Agriculture and Environment at Servia

Barleys

Servia is the first site where all of the common types of barley are known to have been grown, and for which a reasonably clear distinction has been made between the two- and six-row hulled and naked barleys. Comparison with other sites is accordingly difficult.

Two-row hulled barley (Hordeum d. distichon), like two-seeded einkorn, is restricted to the Early Neolithic and earliest Middle Neolithic. The naked form, H. d. nudum was cultivated fairly extensively at all times, appearing to become somewhat more common during Neolithic times, but having become less popular by the early Bronze Age.

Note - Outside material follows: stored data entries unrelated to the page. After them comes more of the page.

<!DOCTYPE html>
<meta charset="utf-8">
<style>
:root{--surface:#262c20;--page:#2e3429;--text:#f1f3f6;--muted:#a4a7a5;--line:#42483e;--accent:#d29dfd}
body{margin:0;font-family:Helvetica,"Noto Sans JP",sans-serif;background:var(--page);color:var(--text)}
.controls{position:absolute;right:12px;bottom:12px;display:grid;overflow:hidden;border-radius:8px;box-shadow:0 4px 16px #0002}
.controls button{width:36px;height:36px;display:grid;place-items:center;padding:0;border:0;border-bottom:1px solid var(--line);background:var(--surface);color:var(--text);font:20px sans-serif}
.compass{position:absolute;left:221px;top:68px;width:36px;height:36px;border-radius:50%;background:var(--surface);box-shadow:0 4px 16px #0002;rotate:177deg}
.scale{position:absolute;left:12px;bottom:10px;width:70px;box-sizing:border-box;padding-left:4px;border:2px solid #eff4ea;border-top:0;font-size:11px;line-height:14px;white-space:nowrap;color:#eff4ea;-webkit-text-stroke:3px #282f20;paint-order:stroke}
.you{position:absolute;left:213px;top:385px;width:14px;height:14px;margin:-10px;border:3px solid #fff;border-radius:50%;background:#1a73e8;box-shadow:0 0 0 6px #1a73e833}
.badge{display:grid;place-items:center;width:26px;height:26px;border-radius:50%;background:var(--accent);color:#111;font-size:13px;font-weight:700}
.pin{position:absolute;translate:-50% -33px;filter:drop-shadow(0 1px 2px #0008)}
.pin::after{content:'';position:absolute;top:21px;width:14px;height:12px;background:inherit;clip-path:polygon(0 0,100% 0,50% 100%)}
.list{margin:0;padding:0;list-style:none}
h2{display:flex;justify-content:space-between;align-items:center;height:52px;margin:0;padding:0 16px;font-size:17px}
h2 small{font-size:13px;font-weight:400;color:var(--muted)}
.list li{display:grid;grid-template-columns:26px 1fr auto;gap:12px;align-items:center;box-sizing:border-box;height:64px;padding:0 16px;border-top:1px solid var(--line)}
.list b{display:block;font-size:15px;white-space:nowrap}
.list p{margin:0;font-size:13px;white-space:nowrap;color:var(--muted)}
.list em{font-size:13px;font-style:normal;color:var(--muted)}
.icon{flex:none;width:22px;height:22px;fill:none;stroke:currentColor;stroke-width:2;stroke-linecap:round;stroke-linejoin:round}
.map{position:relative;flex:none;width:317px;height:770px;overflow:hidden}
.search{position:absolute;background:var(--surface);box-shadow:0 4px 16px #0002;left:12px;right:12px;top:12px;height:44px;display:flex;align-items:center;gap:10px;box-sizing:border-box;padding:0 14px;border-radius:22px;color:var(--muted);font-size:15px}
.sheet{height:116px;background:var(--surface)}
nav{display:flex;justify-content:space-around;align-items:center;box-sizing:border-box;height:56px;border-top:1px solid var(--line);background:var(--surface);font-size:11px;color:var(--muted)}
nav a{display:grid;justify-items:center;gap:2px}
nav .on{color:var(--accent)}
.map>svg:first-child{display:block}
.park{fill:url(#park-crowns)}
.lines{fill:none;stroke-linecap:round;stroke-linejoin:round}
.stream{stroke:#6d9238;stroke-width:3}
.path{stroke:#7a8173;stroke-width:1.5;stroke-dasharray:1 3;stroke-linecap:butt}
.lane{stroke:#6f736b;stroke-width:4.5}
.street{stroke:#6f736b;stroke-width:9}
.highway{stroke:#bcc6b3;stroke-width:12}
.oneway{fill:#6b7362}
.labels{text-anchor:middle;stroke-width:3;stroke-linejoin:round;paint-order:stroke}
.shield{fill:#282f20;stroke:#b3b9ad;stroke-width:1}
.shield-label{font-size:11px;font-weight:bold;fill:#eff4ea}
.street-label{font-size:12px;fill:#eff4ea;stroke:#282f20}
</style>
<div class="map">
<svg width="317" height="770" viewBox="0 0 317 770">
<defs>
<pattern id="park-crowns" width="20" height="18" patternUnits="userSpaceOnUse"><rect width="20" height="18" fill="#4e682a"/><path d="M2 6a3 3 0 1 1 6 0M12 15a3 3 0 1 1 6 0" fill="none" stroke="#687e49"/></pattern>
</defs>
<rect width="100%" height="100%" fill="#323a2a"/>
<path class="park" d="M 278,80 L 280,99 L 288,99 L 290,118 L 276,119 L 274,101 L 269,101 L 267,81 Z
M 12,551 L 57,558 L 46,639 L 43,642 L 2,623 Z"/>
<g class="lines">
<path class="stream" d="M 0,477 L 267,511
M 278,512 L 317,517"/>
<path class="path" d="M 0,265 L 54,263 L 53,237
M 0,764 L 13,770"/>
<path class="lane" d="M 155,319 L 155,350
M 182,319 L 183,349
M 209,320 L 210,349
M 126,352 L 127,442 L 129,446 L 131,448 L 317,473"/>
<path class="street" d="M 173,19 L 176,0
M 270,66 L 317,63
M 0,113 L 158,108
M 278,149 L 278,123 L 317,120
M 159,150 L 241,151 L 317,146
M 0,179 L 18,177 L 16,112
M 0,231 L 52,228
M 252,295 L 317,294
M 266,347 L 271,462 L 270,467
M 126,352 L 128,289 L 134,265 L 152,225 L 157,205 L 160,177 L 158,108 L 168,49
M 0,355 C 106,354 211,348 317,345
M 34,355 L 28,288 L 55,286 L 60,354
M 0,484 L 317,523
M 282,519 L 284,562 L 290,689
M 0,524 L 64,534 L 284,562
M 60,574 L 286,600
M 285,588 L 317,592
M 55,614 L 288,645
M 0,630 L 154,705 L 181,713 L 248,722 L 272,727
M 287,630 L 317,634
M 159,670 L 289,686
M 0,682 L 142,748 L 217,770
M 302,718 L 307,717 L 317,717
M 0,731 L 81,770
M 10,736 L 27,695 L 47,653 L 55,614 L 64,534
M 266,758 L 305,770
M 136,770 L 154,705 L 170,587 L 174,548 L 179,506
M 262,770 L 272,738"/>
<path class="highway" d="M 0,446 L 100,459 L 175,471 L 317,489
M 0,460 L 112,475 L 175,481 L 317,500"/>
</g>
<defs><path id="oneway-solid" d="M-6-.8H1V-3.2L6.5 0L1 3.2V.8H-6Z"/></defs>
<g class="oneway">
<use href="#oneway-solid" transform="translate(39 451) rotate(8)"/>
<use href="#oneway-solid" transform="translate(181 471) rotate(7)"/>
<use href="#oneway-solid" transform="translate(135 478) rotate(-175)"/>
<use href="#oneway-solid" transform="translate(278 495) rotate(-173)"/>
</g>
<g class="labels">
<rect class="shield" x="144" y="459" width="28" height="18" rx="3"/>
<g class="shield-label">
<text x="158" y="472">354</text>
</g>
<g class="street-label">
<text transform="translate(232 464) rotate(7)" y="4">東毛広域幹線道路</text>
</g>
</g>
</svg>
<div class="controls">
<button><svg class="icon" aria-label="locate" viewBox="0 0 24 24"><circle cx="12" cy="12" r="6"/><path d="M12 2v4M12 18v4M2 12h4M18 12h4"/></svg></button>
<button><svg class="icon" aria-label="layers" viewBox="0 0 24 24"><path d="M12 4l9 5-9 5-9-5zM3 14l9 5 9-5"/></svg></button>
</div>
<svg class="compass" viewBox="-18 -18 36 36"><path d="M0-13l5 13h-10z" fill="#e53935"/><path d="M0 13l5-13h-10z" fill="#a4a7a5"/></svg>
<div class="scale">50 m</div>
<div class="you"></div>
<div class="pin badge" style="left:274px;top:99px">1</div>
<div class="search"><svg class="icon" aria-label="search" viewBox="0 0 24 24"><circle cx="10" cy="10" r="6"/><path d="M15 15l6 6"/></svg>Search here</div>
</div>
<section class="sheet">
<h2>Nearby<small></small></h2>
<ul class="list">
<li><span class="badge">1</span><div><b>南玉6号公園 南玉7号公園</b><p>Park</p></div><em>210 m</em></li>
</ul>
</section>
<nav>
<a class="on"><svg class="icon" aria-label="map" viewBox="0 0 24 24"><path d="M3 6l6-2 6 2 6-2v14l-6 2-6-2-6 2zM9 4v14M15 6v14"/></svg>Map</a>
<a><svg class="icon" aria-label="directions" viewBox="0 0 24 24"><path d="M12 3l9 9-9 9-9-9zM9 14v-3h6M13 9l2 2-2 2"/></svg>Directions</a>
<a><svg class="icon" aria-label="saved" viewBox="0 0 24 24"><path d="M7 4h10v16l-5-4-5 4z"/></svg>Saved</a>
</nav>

Six-row hulled barley (H. v. vulgare), which is the most frequently- encountered barley of prehistoric times in most of Europe, is not very common at Servia. None the less, it was almost certainly grown at all times (despite what the evidence appears to show). By Bronze Age times, it seems to have become considerably more popular in Macedonia and elsewhere.

Six-row naked barley (H. v. coeleste or H. vulgare var. nudum) was the commonest variety of barley in most of the period covered at Servia; but it was absent from the Early Neolithic - unlike at Nea Nikomedeia - and earliest Middle Neolithic, but increased in popularity through the Middle Neolithic, then declined in the Late Neolithic. By early Bronze Age times, it had become relatively unpopular.